Thursday, April 10, 2008

Picasso Versus Cezanne

The keynote at this year's NCTM conference in Salt Lake City was a talk by Malcolm Gladwell who was really good. His big theme was about the dichotomy between explosive genius (as personified by Pablo Picasso) and long-term, patient genius (as personified by Cezanne). Picasso did his most valuable work in his mid-twenties while Cezanne didn't peak until his 50's or 60's. It's not really a matter of being a late bloomer. It's about a different approach. One way is a flash of brilliance that is a great, fully-formed idea (Picasso-esque), while the other is achieved by slow, persistent change over a great deal of time (Cezanne-esque). In this talk, Gladwell has borrowed and expanded a bit on an idea by economist David Galenson (here is a synopsis of Galenson's findings.)

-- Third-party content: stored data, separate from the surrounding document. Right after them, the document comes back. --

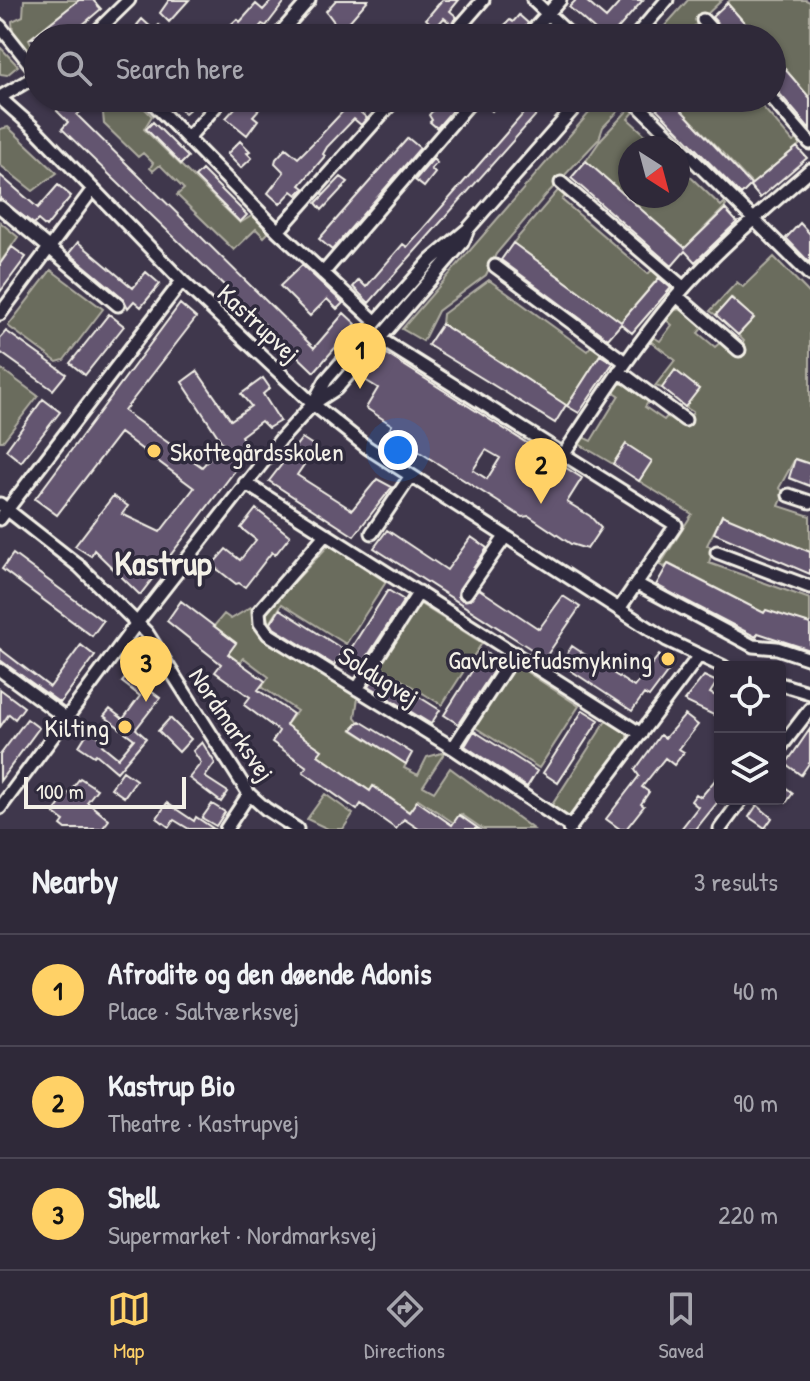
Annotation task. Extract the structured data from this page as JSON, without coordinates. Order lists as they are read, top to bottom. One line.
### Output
{"streets":{"street":["Kastrupvej","Soldugvej","Nordmarksvej"]},"crossings":[["Kastrupvej","Soldugvej"]],"districts":["Kastrup"],"places":["Skottegårdsskolen","Gavlreliefudsmykning","Kilting"],"scale_bar":"100 m","north":"bottom right","page":{"search":"Search here","pins":["1","2","3"],"scale":"100 m","heading":["Nearby","3 results"],"list":[{"mark":"1","name":"Afrodite og den døende Adonis","note":"Place · Saltværksvej","value":"40 m"},{"mark":"2","name":"Kastrup Bio","note":"Theatre · Kastrupvej","value":"90 m"},{"mark":"3","name":"Shell","note":"Supermarket · Nordmarksvej","value":"220 m"}],"nav":["Map","Directions","Saved"]}}
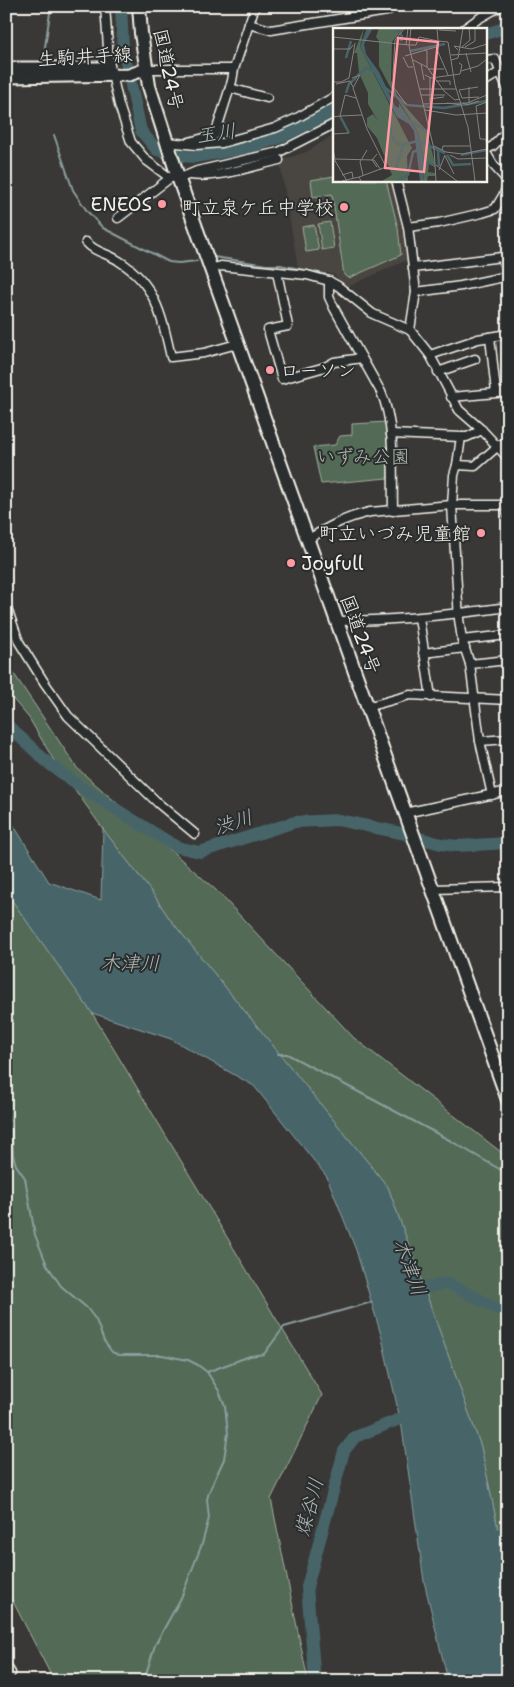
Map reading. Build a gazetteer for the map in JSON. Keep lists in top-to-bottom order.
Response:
{
  "streets": {
    "highway": ["国道24号"],
    "main road": ["生駒井手線"]
  },
  "crossings": [
    ["生駒井手線", "国道24号"]
  ],
  "water": [
    "玉川",
    "渋川",
    "木津川",
    "煤谷川"
  ],
  "parks": ["いずみ公園"],
  "places": [
    "ENEOS",
    "町立泉ケ丘中学校",
    "ローソン",
    "町立いづみ児童館",
    "Joyfull"
  ]
}
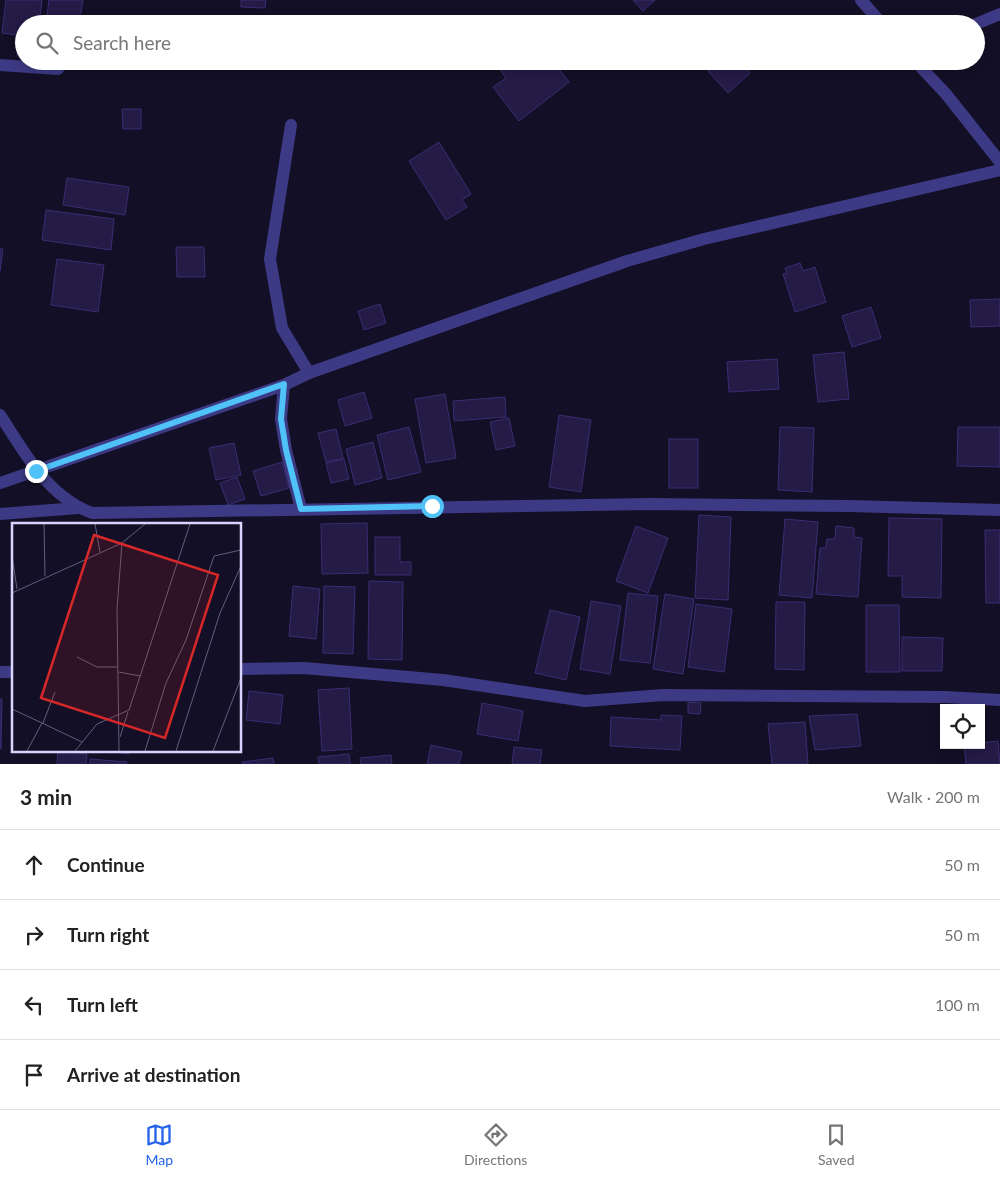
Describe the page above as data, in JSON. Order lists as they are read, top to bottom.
{
  "page": {
    "search": "Search here",
    "heading": ["3 min", "Walk · 200 m"],
    "list": [
      ["Continue", "50 m"],
      ["Turn right", "50 m"],
      ["Turn left", "100 m"],
      "Arrive at destination"
    ],
    "nav": ["Map", "Directions", "Saved"]
  }
}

Gladwell has given this talk other times, so has a synopsis and review of an earlier iteration of the talk. Here is the list of Picasso vs. Cezanne types I wrote down during the talk:

  • Melville (wrote Moby Dick in a year when he was 32, then not much else of note)
  • The Eagles (their fifth album was the huge hit Hotel California, after which they only put out one more)
  • GM/Ford/Chrysler (many innovations, but rarely persistent)
  • American math (students give up when answers don't come easily)
  • Mark Twain (wrote Huck Finn when 49. It took him over seven years to write it.)
  • Fleetwood Mac (Rumours was their 16th album!)
  • Japanese automakers (persisted for 20 years in engineering hybrids)
  • Asian math (persistent test takers)
Some things I took from the NCTM version of Gladwell's talk:
  • The folks who give the big international math test on which Western students get crushed by the Asian students (TIMMS) decided to put a questionaire at the beginning. There were a ton of questions and many students simply gave up. When you rank countries by how many questions their students answered in the pre-test (ungraded) questionaire, it turns out to look almost exactly like the list of how the countries did on the actual test. Implication: It's all about persistence. Asian students don't give up, but American and other western students do.
  • The implication with the artists is that they stopped being any good after their popular successes. Rather, I think some of the great ones (e.g., Picasso and Melville) simply became advanced.
Anyway, it was an interesting talk and many of the ideas are worth exploring.